Flux & Poise: Paul Wearing

In his new collection, on show at Aberystwyth Arts Centre’s Ceramic Gallery, Paul Wearing’s hand-built forms list and lean into each other. Curated with an elegance that eschews all extraneous detail, there are just the pots – over seventy of them. Grouped predominantly in pairs, lips parted, they seem to cleave, to yearn towards one another with the not-quite-touching intimacy of an as yet young love. 

Flux & Poise is a stunning exhibition. And its poetry, both physical and associative, is encapsulated in the conundrum posed by its title. Wearing’s vessels, made heavy by encrusted layers of gritted slip, balance like monoliths en pointe, defying gravity.
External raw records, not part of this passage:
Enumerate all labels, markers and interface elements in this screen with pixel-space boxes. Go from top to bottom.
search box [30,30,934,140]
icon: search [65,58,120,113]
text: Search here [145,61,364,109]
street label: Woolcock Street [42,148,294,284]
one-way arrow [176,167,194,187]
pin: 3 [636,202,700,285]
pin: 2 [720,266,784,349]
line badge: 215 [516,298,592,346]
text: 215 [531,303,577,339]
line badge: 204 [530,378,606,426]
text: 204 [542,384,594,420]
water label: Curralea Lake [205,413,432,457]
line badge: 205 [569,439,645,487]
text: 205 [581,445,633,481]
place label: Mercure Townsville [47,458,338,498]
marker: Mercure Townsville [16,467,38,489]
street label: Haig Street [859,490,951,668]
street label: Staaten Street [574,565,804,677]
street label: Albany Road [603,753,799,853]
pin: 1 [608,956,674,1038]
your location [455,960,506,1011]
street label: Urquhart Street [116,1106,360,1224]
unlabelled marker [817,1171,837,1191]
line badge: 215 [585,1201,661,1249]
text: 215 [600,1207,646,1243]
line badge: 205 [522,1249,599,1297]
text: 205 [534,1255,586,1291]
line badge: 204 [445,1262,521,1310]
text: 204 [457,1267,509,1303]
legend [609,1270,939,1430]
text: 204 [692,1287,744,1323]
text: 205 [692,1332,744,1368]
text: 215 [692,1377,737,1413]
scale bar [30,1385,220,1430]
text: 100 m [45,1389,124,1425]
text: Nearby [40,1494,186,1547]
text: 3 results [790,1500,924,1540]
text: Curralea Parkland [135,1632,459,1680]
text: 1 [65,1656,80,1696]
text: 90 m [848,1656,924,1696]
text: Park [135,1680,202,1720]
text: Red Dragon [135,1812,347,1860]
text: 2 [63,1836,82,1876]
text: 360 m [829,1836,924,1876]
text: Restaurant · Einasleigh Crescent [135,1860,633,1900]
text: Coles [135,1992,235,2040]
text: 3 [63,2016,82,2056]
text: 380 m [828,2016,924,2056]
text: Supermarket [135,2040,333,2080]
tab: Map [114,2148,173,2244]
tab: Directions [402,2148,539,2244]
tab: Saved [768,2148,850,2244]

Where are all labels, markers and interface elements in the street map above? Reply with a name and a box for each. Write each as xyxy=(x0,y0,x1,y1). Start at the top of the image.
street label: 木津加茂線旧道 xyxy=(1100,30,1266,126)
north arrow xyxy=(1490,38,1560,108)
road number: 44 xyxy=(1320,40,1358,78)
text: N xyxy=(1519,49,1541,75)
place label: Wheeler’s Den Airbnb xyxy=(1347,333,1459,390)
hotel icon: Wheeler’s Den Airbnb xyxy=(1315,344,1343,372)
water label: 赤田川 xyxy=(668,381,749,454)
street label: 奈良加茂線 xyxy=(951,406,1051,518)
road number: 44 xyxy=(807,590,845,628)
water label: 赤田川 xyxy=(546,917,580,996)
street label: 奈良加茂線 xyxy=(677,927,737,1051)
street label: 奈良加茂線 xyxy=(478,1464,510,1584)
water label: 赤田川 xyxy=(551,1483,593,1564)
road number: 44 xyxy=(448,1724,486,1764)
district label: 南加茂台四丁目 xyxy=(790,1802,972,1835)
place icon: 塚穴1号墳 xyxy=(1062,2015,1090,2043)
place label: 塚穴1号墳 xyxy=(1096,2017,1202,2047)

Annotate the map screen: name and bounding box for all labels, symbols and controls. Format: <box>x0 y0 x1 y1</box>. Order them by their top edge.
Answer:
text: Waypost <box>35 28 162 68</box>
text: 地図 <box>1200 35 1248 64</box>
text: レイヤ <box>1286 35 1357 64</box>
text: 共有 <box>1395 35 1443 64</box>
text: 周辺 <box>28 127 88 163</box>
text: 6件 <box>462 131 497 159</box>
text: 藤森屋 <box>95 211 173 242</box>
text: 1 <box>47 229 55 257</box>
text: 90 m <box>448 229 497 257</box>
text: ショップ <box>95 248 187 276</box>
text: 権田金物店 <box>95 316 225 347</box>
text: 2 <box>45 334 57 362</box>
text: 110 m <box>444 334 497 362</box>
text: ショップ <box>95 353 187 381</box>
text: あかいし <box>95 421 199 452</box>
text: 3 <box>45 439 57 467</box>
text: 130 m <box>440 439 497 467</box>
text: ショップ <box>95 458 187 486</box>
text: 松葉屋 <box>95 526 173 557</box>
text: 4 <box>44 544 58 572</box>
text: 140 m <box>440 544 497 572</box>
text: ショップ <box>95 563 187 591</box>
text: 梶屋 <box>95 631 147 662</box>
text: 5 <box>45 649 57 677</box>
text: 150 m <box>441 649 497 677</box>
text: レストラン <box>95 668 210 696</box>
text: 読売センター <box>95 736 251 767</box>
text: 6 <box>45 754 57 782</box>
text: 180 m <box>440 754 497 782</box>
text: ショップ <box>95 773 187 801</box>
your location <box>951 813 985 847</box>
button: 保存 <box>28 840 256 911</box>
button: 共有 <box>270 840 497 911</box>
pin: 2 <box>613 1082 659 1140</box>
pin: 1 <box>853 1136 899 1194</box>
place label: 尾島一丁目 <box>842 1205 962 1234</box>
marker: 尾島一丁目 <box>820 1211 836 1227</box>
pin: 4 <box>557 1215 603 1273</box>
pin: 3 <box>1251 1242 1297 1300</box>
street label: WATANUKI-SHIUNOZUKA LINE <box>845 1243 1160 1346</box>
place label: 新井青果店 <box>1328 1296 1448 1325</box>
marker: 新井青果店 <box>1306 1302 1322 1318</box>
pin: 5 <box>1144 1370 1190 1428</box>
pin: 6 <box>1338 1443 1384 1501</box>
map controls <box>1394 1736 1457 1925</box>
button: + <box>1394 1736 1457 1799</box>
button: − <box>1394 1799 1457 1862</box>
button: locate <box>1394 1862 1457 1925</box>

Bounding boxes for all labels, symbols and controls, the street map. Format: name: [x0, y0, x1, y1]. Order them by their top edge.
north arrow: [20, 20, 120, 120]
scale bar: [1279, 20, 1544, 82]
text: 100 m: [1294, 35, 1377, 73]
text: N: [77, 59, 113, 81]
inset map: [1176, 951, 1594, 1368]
Yet there is no question of teetering. No, they hold themselves, as the title implies, in perfect equilibrium. 

“How has he done that?,” A woman asks her friend, as they peer, heads inclined so as to see underneath. 

A blown-up drawing of Wearing’s sketchbook shows how, but the achievement still seems magical. 

The vessels are as rock, rock that has been eroded – weathered by storm, sea, and wind. And their textures are gorgeous. Prevented from touching not only by gallery etiquette, but also by glass – the forms are all encased. This is clearly a necessity now that the Arts Centre has fully re-opened post-lockdown Saturday morning ballet classes resumed and already a troupe of six-year-olds in tights and leotards has been running in and out playing tag. Nevertheless, the forms’ tactility can still be sensed through their evocation of memories – of bare feet on broken-shelled sand, on shingle, or on slippery, seaweed-bound rock in search of pools. They are textures that we all know – innately. 

“Barnacles,” says the woman, “they remind me of barnacles.”